Como já escrevi sobre Canudos numa visão moderna, analisando o livro de
Vargas Llosa (*), e Canudos visto de longe, comentando a obra de Sándor
Márai (**), explica-se o título deste trabalho: abordo aqui o livro de
Frederico Pernambucano de Mello intitulado “Que foi a guerra total de
Canudos” (Stahli Editora – Recife/Zurich – 1997), um dos mais corajosos e
completos ensaios a respeito do movimento messiânico liderado por Antônio
Vicente Mendes Maciel (1830/1897), o Bom Jesus Conselheiro, existente na
vasta bibliografia sobre esse tema da maior complexidade e por isso quase
sempre abordado de forma incompleta. O livro, de excelente feição gráfica,
enriquecido por fotografias autênticas, reproduzidas das originais, e
mapas ilustrativos, padece os efeitos de uma distribuição deficiente, o
que é lamentável, e só obtive um exemplar em visita à livraria da Fundação
Joaquim Nabuco, no Recife. Talvez esse fato tenha contribuído para que não
surgissem na imprensa abordagens na quantidade merecida pela obra.
NOVOS ASPECTOS
O livro repisa os
fatos históricos já conhecidos do episódio com rara segurança, mas também
“revela aspectos novos, difíceis de obter nesta altura do tempo”, como
afirma, com razão, a Editora. Para tanto, o autor não apenas percorreu a
imensa bibliografia sobre o assunto, como mergulhou num mar de documentos
e informações, além de visitar Canudos e seus arredores com freqüência
para bem observar detalhes e sentir ele próprio o clima local, examinando
o terreno, o rio Vaza-Barris e seu vale, a vegetação e tudo mais,
conversando com as pessoas, inquirindo e investigando. Daí, portanto, a
elaboração de um ensaio que focaliza Canudos de perto, refletindo no texto
os resultados positivos das pesquisas in loco. Para completar,
anote-se que o livro é bem escrito, em estilo elegante e de leitura
agradável.
UMA OBRA EM CINCO PARTES
Dividido em cinco
densas partes, o livro contém ainda um apêndice com informações a respeito
dos homens e das armas da Guerra, além da íntegra do “Relatório Monte
Marciano”, de 1895, fornecendo assim inúmeros detalhes importantes para o
leitor interessado. Registra uma bibliografia com mais de 150 títulos,
entre nacionais e estrangeiros, alguns deles muito raros, revelando o
empenho do autor em bem fundamentar suas exposições e conclusões. Registra
ainda uma dezena de depoimentos de personalidades que prestaram
informações, ao vivo, sobre os acontecimentos e aspectos com eles
relacionados. Essa amplitude de elementos informativos faz do livro, além
de seu próprio texto, uma fonte inigualável para outras pesquisas que ele,
porventura, possa inspirar.
O
LONGO TRAÇO
A primeira parte, -
“O longo traço ante bellum”, porventura a que exigiu mais
conhecimento geral sobre o país e uma visão crítica de nosso passado
histórico, procura descobrir as causas remotas que levariam àquela
Guerra tão insólita quanto cruenta, travada nos sertões inóspitos da
Bahia, e outros movimentos similares que pontilharam nossa história.

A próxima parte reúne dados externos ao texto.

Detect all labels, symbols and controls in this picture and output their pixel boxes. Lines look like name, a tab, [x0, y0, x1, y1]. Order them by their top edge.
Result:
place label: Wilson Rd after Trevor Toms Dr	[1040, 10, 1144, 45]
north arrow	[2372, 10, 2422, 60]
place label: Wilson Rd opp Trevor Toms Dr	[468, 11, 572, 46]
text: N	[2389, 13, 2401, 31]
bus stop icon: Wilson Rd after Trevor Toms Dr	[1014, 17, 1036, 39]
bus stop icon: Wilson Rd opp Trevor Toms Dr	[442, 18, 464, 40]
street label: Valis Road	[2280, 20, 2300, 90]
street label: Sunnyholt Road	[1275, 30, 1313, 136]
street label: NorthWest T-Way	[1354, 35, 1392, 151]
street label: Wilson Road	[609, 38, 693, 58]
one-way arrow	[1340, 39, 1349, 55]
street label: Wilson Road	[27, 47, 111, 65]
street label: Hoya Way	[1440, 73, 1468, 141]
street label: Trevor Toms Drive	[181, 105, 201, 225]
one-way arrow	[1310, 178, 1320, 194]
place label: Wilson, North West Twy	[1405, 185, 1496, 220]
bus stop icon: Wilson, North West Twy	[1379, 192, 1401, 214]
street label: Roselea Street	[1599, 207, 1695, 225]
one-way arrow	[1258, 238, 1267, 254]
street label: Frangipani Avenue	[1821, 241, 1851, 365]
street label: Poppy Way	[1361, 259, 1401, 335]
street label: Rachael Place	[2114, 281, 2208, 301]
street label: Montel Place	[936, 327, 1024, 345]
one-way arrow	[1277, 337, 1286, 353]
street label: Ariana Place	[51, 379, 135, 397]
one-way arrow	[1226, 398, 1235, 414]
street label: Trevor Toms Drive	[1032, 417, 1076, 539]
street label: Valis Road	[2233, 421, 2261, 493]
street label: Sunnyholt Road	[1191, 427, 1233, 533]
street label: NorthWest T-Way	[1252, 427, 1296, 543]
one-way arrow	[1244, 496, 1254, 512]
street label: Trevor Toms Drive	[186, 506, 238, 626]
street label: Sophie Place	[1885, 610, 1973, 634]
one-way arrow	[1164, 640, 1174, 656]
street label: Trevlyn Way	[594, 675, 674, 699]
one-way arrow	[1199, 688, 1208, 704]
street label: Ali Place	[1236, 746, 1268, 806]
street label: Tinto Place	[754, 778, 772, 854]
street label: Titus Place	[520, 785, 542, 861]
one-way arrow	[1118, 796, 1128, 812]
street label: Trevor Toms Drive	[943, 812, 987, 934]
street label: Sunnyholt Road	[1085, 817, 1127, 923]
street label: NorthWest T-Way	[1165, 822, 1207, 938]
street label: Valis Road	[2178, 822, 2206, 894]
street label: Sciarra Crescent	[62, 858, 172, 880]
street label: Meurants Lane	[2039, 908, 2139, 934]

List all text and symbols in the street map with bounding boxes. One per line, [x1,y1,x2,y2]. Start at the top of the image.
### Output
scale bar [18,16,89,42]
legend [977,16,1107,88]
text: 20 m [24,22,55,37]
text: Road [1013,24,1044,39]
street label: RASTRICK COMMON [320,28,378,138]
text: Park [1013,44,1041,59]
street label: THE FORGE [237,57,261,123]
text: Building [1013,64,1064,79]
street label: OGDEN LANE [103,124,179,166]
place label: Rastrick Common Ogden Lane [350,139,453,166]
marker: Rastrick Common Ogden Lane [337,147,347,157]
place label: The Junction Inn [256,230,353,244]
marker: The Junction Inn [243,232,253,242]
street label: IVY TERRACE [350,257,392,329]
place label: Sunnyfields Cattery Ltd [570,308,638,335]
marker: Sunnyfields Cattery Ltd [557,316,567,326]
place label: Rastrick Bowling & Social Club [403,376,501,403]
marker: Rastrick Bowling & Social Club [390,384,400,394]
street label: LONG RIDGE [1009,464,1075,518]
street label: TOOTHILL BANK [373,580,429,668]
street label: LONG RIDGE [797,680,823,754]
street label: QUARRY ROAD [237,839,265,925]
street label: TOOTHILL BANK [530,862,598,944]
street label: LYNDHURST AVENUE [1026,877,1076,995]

Acentua o autor o desafio posto diante do colonizador, obrigado a vencer
os mais ásperos obstáculos, como “vastidões estranhas a olhos e pés
europeus, com o pensamento refugiado na idéia de um regresso tão breve
quanto lhe permitisse a formação, a qualquer custo, de cabedal que
o sustentasse pelo resto da vida na terra de origem, reintegrado
finalmente à família. Tudo valia para fazer fortuna onde se estava
apenas de passagem... Em qualquer caso, o sentido do provisório
operava o efeito de truncar possíveis impulsos na direção do
estabelecimento de relações de afeto com a terra...” (Pág. 32 –
Grifos nossos).
Impossível descrever
melhor o sentido que presidiu às relações colonizador/colônia, no primeiro
ciclo econômico do país – o do pau-brasil. Essa forma de agir, como é
natural, lançou raízes, instalando uma forma de exploração predatória,
desumana e cruel, quer em relação às pessoas, aos índios e à natureza.
Partindo daí, mostra ele como a cultura livresca e superficial de nossas
elites, aliada ao desinteresse pelo que ocorria nos sertões e a influência
jesuítica geram o clima de religiosidade exacerbada, promissor ao
surgimento dos beatos de todos os tipos, entre eles o Conselheiro.
Figuras que se gestaram num ambiente de abandono, violência, injustiça e
religião mal amanhada, avultando aí os “corpos de penitentes.” (***) “No
seio dessas confrarias – escreve o ensaísta – cultivavam-se exotismos como
a autoflagelação institucionalizada e um despojamento que abolia a higiene
corporal, levando o crente a se entregar à imundície mais repulsiva” (Pág.
52).
A inflação
atormentando o povo, as terríveis secas periódicas, as explorações
políticas, o banditismo, as revoltas - eis o cadinho, descrito em minúcias
e largo fundamento pelo autor, para a entrada em cena de figuras
carismáticas e de intenso apelo popular como o Padre Cícero Romão Batista,
o Beato José Lourenço e outros beatos menores, pregadores e
intérpretes dos livros sacros dos mais exóticos feitios. Assim também,
creio que, de cangaceiros como Lampião e tantos outros, exercitando uma
guerra de guerrilhas “entre nós apelidada, desde os primórdios da
colonização, de “guerra brasílica”, “guerra volante” ou “guerra do mato”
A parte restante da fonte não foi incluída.